Task directions ::
Pull every "position" line out of the data below.

Stored data entries

★ ★ ★

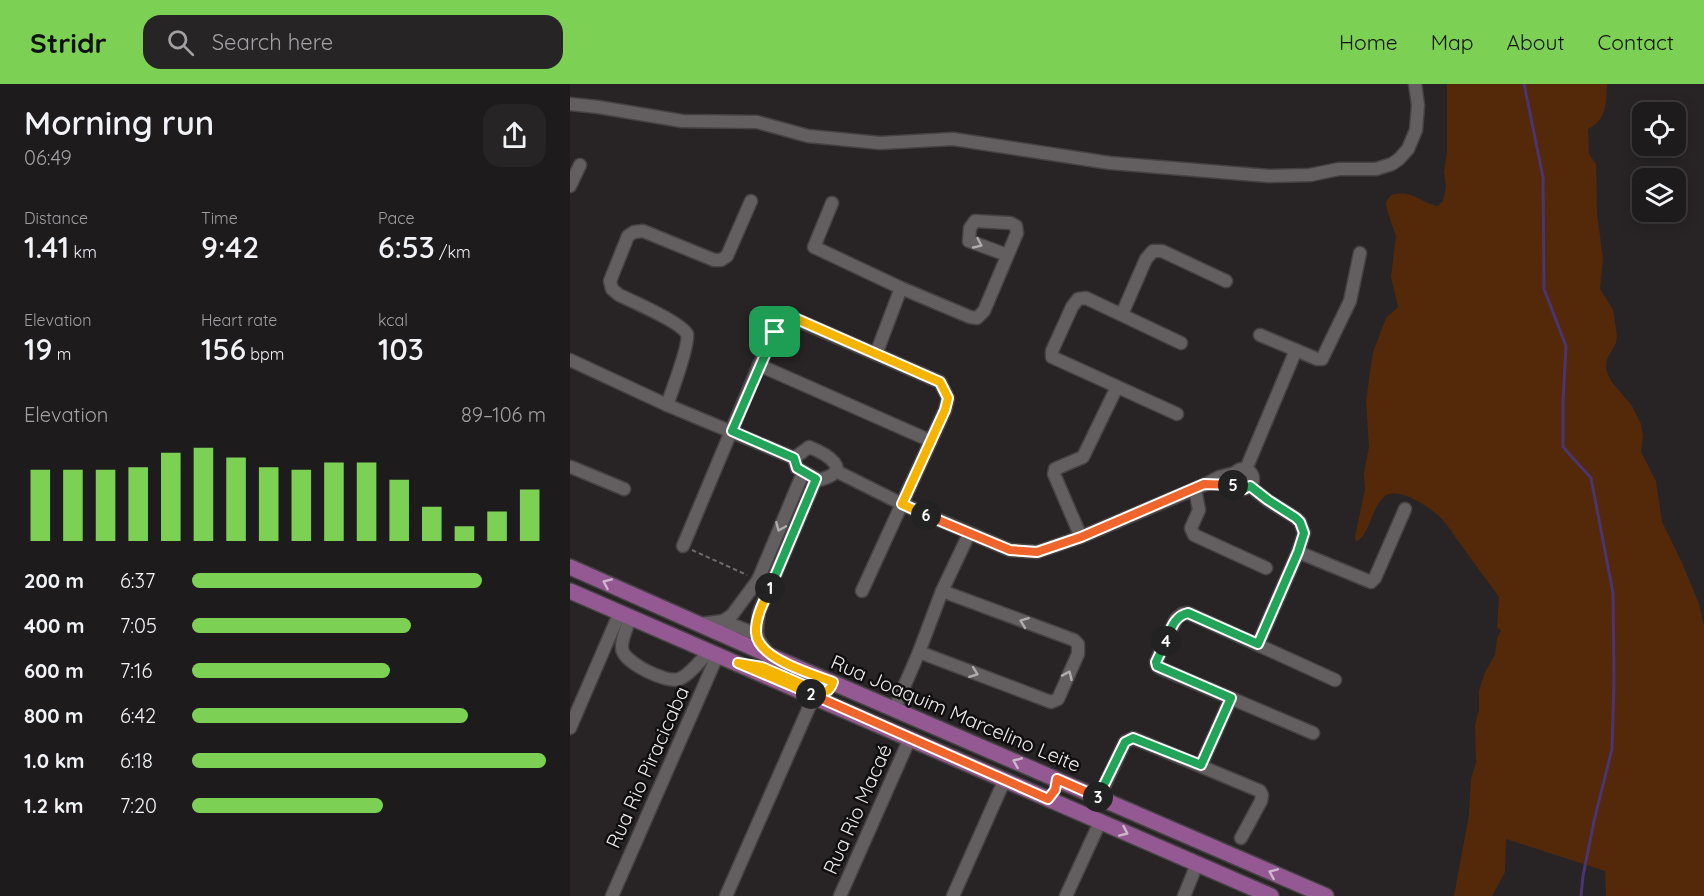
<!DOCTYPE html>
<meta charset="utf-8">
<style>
body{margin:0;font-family:Quicksand,sans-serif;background:#262425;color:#f1f3f6;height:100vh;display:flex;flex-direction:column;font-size:22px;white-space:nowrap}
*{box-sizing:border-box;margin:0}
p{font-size:20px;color:#a1a1a3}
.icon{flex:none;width:33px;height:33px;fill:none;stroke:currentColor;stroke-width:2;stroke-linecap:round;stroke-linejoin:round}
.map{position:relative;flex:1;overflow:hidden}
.details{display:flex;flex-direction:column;background:#1e1b1c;width:570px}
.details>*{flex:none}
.controls{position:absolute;left:1062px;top:18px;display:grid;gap:12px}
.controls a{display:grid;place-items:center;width:54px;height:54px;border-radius:12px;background:#1e1b1c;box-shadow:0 3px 15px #0003,0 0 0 2px #3c393b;font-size:30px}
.pin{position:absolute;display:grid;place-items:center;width:51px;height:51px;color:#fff;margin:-26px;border-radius:12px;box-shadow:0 3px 9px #0006}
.km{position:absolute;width:30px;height:30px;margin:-15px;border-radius:50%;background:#222;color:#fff;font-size:16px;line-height:30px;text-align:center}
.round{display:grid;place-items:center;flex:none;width:63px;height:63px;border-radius:18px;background:#262425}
.headline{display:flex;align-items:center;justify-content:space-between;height:102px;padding:0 24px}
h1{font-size:33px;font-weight:600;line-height:45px}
.figures{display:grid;grid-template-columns:repeat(3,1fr);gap:9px;height:102px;padding:6px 24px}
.figures div{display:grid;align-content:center}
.figures b{font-size:30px;font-weight:600}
.figures small{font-size:16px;font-weight:400}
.figures p{font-size:16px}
.chart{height:168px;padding:12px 24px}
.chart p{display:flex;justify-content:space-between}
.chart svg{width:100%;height:108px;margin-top:6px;stroke:#7cd155;stroke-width:6}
ul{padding:0 24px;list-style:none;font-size:20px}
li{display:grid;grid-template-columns:96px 72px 1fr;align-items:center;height:45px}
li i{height:15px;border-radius:8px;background:#7cd155}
header{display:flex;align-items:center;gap:36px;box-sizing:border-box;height:84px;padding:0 30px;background:#7cd155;color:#111}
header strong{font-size:28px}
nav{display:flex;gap:33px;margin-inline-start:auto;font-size:21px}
.search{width:420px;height:54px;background:#262425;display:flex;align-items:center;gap:15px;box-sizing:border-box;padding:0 21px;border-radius:18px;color:#a1a1a3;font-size:22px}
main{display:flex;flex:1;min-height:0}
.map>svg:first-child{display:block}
.green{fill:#542909}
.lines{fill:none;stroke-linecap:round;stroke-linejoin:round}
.stream{stroke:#4b3472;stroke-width:3}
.minor-casing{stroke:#464244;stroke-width:15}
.major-casing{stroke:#464244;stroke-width:18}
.path{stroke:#6e6b6c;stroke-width:2;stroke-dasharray:4.5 3;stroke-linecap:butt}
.minor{stroke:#635e60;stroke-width:12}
.major{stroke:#945993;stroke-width:15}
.oneway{stroke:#afacad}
.oneway2{stroke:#ceb8cd}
.split-1-casing{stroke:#fff;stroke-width:12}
.split-2-casing{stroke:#fff;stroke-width:12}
.split-3-casing{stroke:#fff;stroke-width:12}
.split-4-casing{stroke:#fff;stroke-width:12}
.split-5-casing{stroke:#fff;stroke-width:12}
.split-6-casing{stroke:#fff;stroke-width:12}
.split-7-casing{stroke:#fff;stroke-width:12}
.split-1{stroke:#22a559;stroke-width:8}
.split-2{stroke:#f5b400;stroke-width:8}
.split-3{stroke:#f0652b;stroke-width:8}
.split-4{stroke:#22a559;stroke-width:8}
.split-5{stroke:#22a559;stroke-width:8}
.split-6{stroke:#f0652b;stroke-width:8}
.split-7{stroke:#f5b400;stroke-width:8}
.labels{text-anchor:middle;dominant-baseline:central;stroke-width:5;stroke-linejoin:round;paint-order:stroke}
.street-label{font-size:20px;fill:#eeebec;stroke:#100e0f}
</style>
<header>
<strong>Stridr</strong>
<div class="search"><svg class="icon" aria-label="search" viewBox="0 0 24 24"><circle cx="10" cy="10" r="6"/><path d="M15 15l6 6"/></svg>Search here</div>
<nav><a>Home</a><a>Map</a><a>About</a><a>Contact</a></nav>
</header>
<main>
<section class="details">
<div class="headline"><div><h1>Morning run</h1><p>06:49</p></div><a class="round"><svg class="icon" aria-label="share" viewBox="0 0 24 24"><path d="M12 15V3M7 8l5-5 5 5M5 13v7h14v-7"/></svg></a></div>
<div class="figures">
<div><p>Distance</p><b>1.41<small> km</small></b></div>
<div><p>Time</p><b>9:42</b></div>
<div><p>Pace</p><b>6:53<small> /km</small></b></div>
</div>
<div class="figures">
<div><p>Elevation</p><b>19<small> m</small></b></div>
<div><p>Heart rate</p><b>156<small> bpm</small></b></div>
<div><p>kcal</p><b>103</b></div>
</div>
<div class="chart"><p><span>Elevation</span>89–106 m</p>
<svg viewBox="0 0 160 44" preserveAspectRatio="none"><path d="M5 44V15M15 44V15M25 44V15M35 44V14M45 44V8M55 44V6M65 44V10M75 44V14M85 44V15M95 44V12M105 44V12M115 44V19M125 44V30M135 44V38M145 44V32M155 44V23"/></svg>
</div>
<ul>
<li><b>200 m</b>6:37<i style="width:82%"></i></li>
<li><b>400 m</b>7:05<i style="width:62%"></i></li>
<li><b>600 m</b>7:16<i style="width:56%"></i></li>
<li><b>800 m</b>6:42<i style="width:78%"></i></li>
<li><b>1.0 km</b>6:18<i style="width:100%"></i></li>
<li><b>1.2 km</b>7:20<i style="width:54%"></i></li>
</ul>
</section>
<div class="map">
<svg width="1134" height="812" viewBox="0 0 1134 812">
<rect width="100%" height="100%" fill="#282426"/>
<path class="green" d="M 877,0 L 1037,0 C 1036,19 1037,36 1018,45 L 1019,70 L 1026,80 L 1027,130 L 1033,174 L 1030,205 L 1043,226 L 1047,252 L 1046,259 L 1037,275 L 1036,286 L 1041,297 L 1062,322 L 1071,340 L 1073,352 L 1071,368 L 1086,397 L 1092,438 L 1113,481 L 1129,520 L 1134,542 L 1134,812 L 1036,812 L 1035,787 L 936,755 L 935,788 L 922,812 L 884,812 L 899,731 L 901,695 L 906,679 L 905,641 L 909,626 L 909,607 L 915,588 L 925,571 L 927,554 L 931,547 L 927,543 L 929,513 C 917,496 904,479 891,461 C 885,453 879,443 872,435 C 862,425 829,401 815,412 C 801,423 801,449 786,458 L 785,453 L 795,405 L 794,389 L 799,363 L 796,317 L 803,268 L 816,234 L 828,223 L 821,193 L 826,152 L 817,126 L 816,118 L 821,111 C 843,105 848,118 868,122 L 873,117 L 876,103 L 874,88 L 877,69 Z"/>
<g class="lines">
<path class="stream" d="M 954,0 L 973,93 L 974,205 L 996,262 L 993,318 L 993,363 L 1021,394 L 1043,509 L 1044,597 L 1042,665 L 1024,737 L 1013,792 L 1011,812"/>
<g class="minor-casing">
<g id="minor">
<path d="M 0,20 L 28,23 L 112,37 L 187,38 L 238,52 L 310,59 L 383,55 L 540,79 L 699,92 L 740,91 L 769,85 L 806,85 L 822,80 L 829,75 L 838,65 L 846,46 L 848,21 L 845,0"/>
<path d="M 0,102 L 10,81"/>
<path d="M 262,119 L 244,163 L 331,204 L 400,233 L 407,234 L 414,227 L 447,149 L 446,142 L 440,139 L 405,137 L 400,144 L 399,157 L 437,171"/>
<path d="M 552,230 L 576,175 L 583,167 L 592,167 L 656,197"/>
<path d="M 690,251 L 747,275 L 752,275 L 780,217 L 790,169"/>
<path d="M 306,270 L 331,204"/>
<path d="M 0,276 L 97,321 L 224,374"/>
<path d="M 189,281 L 361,357"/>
<path d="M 97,321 C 101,310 120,259 117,250 C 112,239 62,217 49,211 L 42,205 L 40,197 L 58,152 L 64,148 L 73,147 L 144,176 L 151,176 L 157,172 L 181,117"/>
<path d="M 607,330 L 482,273 L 482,267 L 502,223 L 508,215 L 516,214 L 611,259"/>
<path d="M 239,363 C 257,370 285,387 249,396 L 227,384 L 224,374 Z"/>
<path d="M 1,383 L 54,405"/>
<path d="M 676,385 L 726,266"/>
<circle cx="673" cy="395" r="10"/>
<path d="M 266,387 L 332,420 L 440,466 L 467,468 L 511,453 L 634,401 L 649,393 L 665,389"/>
<path d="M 680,402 L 697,416 L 726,434 L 730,438 L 734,449 L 728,468 L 688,560"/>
<path d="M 625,405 L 629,426 L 621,444 L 624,451 L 696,484"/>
<path d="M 511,453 L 484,390 L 485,385 L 513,373 L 547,303"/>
<path d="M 113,462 L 189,281 L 205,248 L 220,233 L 370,298 L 378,314 L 375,326 L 292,507"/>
<path d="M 728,468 L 801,498 L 805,494 L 835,425"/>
<path d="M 60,533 C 58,542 51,555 52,564 C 52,578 97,600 109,595 C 120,591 131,575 140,567"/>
<path d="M 153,537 L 186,550"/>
<path d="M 130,540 L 153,537 L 162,531 L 188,496 L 233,389"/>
<path d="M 349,568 L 481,618 L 488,615 L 508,570 L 508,560 L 504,556 L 372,507"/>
<path d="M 200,571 C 184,552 186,552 189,528 L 246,395"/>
<path d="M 324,626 L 349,568 L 372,507 L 399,450"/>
<path d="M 0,644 L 50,528"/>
<path d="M 743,649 L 592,585 L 587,582 L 586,578 L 606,535 L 612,530 L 618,529 L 765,596"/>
<path d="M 631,681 L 661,614"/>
<path d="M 529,713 L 555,658 L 563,654 L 690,707 L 692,711 L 691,717 L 671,754"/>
<path d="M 42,812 L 148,570"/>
<path d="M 156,812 L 244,612"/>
<path d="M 270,812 L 340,654"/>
<path d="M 383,812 L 435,695"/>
<path d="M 496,812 L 530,738"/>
<path d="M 614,812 L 627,780"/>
</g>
</g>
<g class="major-casing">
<g id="major">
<path d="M 0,483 L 201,572 L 756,812"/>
<path d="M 0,507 L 701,812"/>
</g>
</g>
<path class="path" d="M 122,466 L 177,491"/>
<use href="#minor" class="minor"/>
<use href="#major" class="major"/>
</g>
<defs><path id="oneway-chevron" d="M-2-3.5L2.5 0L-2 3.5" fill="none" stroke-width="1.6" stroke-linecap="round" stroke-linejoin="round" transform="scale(1.5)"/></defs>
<g class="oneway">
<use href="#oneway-chevron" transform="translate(408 160) rotate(25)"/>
<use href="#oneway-chevron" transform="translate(210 443) rotate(113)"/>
<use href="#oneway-chevron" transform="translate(454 538) rotate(-160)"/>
<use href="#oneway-chevron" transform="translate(404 589) rotate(21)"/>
<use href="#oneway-chevron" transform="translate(498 591) rotate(-66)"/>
</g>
<g class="oneway2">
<use href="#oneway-chevron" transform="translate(37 499) rotate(-156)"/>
<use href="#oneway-chevron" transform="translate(447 678) rotate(-157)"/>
<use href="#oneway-chevron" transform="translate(554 748) rotate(24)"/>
<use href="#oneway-chevron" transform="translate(703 789) rotate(-157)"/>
</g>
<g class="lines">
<g class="split-1-casing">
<path id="split-1" d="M 200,504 L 246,395 L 227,384 L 224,374 L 162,347 L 205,248"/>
</g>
<g class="split-2-casing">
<path id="split-2" d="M 200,504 C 194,517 185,534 186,549 C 188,575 242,590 263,598 C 260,606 258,608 250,608 L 192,583 L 168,579 L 241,610"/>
</g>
<g class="split-3-casing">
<path id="split-3" d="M 241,610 L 478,715 L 485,706 L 487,695 L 528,713"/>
</g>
<g class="split-4-casing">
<path id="split-4" d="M 528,713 L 555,658 L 563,654 L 631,681 L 661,614 L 587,582 L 586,578 L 596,557"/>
</g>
<g class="split-5-casing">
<path id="split-5" d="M 596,557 C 601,545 604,532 618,529 L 688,560 L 728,468 L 734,449 L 730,438 L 726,434 L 698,416 L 680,402 L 674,405 L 663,401"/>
</g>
<g class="split-6-casing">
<path id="split-6" d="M 356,431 L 440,466 L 467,468 L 511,453 L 634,400 L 663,401"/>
</g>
<g class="split-7-casing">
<path id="split-7" d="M 205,248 L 220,232 L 370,298 L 378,314 L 375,326 L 332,420 L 356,431"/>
</g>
<use href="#split-1" class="split-1"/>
<use href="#split-2" class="split-2"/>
<use href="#split-3" class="split-3"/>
<use href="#split-4" class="split-4"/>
<use href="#split-5" class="split-5"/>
<use href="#split-6" class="split-6"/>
<use href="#split-7" class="split-7"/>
</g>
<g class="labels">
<g class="street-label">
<text transform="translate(386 629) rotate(23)">Rua Joaquim Marcelino Leite</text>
<text transform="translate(77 683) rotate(-66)">Rua Rio Piracicaba</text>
<text transform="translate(287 725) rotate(-66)">Rua Rio Macaé</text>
</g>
</g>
</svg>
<div class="controls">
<a><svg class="icon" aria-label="locate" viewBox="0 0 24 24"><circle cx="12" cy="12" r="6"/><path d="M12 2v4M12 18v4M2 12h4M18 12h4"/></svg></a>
<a><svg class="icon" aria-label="layers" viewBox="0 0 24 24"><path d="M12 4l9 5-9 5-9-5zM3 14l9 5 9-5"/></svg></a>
</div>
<div class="pin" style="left:205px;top:248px;background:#1e9e55"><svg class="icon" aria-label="arrive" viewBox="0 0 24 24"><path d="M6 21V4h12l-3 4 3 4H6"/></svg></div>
<b class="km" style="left:200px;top:504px">1</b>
<b class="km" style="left:241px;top:610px">2</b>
<b class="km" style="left:528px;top:713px">3</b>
<b class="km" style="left:596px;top:557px">4</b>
<b class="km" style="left:663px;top:401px">5</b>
<b class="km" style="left:356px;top:431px">6</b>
</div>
</main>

★ ★ ★

Written response ::
.map{position:relative;flex:1;overflow:hidden}
.controls{position:absolute;left:1062px;top:18px;display:grid;gap:12px}
.pin{position:absolute;display:grid;place-items:center;width:51px;height:51px;color:#fff;margin:-26px;border-radius:12px;box-shadow:0 3px 9px #0006}
.km{position:absolute;width:30px;height:30px;margin:-15px;border-radius:50%;background:#222;color:#fff;font-size:16px;line-height:30px;text-align:center}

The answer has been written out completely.